Records to use section start

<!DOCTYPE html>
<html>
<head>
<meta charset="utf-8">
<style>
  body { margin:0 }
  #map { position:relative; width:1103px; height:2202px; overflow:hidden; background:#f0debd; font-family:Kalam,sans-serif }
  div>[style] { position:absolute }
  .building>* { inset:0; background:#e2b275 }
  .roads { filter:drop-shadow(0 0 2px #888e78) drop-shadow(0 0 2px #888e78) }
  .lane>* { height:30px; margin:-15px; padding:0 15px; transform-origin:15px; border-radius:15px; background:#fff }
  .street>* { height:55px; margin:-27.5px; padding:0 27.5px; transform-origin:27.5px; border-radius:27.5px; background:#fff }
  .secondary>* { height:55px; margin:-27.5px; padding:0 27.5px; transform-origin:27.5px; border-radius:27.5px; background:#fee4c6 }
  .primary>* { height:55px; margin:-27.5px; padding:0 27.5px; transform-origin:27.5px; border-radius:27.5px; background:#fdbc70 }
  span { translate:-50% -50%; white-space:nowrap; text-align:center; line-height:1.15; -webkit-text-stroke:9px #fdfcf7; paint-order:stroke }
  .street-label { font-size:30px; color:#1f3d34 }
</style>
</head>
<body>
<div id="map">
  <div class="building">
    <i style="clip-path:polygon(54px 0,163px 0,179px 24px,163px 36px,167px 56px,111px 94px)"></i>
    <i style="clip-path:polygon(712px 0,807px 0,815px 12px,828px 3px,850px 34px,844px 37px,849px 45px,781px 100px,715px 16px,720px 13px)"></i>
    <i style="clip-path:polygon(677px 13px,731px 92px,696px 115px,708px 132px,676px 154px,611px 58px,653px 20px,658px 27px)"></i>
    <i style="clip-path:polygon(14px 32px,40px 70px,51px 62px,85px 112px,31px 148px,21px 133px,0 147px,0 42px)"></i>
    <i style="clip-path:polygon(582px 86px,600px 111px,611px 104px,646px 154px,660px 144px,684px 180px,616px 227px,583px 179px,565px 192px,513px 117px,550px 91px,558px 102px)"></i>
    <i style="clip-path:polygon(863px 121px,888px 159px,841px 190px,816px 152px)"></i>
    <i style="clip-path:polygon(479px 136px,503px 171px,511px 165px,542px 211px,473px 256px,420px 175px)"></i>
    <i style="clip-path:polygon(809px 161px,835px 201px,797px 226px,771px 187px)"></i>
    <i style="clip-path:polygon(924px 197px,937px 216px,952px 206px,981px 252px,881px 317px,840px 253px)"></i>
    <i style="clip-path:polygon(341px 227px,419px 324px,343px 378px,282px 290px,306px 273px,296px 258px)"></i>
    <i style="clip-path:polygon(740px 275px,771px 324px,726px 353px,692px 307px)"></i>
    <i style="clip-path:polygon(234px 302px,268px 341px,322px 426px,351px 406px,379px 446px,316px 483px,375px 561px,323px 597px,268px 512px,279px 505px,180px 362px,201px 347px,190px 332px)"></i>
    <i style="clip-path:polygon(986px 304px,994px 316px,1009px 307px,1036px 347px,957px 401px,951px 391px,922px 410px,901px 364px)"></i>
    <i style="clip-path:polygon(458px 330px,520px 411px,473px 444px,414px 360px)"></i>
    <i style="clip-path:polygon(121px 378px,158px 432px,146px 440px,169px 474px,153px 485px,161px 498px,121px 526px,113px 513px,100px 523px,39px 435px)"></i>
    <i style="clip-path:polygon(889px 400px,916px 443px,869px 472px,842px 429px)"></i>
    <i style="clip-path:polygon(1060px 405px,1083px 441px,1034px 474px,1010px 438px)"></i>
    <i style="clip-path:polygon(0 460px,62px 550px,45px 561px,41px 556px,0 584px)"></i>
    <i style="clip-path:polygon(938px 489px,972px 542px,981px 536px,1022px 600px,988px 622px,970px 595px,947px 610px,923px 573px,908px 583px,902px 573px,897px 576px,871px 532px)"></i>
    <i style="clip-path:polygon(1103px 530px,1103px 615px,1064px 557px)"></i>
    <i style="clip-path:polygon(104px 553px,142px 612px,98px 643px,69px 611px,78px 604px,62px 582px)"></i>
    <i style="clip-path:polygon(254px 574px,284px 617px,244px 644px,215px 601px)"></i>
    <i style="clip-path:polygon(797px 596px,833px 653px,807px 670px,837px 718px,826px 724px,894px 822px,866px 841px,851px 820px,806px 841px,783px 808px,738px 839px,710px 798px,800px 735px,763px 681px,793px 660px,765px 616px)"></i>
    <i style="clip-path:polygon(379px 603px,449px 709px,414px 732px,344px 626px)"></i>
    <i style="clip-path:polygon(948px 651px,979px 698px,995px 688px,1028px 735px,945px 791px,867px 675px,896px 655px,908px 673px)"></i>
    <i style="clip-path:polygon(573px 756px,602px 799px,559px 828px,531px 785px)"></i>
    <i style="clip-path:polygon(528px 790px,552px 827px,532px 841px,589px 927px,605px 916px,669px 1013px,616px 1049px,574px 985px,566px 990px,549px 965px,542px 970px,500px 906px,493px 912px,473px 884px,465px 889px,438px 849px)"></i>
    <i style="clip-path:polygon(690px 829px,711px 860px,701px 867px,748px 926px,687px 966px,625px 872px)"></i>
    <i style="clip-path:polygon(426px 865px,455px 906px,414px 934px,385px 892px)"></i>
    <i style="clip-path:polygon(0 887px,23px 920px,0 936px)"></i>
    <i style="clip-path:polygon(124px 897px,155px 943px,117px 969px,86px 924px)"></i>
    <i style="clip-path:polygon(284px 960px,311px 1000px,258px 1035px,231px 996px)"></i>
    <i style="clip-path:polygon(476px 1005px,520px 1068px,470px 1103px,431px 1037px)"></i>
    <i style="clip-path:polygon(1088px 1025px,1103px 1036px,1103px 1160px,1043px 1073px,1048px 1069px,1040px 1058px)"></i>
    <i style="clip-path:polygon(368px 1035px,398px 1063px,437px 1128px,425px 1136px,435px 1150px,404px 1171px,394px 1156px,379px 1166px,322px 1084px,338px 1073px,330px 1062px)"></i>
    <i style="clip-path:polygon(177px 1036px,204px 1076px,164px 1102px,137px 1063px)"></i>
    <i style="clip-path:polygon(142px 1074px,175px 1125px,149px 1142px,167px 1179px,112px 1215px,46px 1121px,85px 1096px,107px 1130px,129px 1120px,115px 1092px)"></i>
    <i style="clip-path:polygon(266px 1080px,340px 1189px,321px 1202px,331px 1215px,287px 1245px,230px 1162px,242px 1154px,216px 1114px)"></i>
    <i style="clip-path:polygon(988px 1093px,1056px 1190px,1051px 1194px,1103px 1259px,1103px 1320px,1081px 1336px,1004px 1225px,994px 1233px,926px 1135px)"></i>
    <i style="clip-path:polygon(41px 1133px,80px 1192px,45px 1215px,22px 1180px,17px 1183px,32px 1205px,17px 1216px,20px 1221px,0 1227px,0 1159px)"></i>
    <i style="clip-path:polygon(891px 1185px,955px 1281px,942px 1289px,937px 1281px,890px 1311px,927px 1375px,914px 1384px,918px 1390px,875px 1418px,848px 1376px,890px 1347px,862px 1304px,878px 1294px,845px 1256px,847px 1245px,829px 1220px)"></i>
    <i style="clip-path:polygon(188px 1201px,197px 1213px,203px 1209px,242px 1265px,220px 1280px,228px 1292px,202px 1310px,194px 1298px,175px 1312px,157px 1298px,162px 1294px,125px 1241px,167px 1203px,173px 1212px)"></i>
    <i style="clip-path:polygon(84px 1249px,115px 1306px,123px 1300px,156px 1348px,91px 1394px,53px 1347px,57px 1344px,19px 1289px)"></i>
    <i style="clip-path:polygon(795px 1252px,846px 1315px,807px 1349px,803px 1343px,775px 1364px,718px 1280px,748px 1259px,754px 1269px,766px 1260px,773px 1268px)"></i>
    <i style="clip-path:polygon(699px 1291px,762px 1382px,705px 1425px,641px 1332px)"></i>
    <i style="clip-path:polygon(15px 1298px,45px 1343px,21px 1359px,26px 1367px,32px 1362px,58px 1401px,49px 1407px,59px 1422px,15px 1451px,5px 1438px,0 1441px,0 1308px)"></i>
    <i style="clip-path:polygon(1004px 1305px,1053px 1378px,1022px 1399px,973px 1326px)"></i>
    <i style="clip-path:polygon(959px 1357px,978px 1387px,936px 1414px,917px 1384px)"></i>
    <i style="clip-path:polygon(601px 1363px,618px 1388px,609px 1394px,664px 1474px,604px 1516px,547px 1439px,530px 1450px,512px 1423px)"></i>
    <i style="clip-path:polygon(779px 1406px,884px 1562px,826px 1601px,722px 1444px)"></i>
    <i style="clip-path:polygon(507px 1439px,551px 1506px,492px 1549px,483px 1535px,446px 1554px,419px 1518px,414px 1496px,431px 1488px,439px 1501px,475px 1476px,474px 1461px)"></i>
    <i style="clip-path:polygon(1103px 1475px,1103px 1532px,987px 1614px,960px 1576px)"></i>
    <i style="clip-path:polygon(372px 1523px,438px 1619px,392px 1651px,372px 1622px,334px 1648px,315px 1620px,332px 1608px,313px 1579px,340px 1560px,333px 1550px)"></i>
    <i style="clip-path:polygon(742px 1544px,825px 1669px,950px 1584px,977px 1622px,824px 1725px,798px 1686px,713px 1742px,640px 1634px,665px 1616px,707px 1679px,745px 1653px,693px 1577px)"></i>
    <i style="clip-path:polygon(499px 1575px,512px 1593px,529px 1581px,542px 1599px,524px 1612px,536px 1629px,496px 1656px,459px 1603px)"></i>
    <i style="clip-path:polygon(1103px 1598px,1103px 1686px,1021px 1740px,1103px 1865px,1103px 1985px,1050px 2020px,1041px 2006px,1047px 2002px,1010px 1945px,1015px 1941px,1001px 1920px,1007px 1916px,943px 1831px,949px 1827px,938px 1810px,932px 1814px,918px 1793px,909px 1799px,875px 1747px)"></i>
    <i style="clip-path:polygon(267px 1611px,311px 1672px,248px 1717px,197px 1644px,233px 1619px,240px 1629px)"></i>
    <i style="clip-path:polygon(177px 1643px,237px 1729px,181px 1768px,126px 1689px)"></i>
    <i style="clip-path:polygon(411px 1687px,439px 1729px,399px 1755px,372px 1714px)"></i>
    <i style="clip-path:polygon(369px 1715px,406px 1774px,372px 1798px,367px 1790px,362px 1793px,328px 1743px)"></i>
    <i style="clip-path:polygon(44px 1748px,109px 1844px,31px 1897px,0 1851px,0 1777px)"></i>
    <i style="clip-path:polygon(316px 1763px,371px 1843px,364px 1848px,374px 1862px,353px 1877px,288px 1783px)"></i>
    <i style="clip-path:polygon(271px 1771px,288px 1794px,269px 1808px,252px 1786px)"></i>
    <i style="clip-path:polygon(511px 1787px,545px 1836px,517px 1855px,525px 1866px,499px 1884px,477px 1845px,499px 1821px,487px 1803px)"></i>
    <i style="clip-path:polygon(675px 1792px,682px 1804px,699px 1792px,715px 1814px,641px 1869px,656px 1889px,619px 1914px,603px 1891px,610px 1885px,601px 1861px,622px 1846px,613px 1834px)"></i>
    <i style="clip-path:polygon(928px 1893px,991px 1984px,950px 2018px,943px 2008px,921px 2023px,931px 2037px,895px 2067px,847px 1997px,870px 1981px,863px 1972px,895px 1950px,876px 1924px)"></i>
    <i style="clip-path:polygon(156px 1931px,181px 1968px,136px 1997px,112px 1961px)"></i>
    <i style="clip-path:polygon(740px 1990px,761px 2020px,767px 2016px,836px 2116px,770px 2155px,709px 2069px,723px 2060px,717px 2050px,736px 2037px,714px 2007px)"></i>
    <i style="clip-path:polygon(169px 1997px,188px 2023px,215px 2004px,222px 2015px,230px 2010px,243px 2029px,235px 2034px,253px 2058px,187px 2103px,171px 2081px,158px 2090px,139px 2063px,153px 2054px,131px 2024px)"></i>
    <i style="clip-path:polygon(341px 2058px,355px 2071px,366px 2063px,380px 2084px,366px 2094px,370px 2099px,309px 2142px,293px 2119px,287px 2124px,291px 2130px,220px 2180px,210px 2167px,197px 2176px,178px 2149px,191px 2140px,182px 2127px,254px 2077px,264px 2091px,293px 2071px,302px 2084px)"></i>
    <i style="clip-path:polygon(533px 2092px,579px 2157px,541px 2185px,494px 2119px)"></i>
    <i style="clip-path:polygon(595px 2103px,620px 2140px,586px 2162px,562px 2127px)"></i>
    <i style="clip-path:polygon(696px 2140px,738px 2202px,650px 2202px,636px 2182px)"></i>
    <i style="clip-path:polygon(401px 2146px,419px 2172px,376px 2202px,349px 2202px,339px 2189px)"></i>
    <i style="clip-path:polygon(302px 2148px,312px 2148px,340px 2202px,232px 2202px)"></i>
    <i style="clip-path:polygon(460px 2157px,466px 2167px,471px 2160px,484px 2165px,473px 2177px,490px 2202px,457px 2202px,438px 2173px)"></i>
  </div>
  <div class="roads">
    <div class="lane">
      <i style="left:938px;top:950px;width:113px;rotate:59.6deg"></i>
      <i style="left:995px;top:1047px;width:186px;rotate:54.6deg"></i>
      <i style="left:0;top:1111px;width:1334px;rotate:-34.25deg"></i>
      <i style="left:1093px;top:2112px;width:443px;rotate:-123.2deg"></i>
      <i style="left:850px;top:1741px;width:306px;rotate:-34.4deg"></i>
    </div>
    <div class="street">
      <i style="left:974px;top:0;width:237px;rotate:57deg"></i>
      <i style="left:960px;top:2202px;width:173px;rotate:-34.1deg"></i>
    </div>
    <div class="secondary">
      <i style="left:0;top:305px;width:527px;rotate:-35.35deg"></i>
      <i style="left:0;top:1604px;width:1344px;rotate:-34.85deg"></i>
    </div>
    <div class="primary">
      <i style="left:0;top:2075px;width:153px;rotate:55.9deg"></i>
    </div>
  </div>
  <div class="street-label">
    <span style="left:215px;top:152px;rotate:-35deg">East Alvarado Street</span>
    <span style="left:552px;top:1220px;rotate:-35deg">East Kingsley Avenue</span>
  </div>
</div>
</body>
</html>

Records to use section end

Task description: A word-for-word copy of the lines above from the one with "1475px,1103px 1532px,987px 1614px,960px" through the one with "1523px,438px 1619px,392px 1651px,372px", inclusive, is the only output wanted.

Reply:
    <i style="clip-path:polygon(1103px 1475px,1103px 1532px,987px 1614px,960px 1576px)"></i>
    <i style="clip-path:polygon(372px 1523px,438px 1619px,392px 1651px,372px 1622px,334px 1648px,315px 1620px,332px 1608px,313px 1579px,340px 1560px,333px 1550px)"></i>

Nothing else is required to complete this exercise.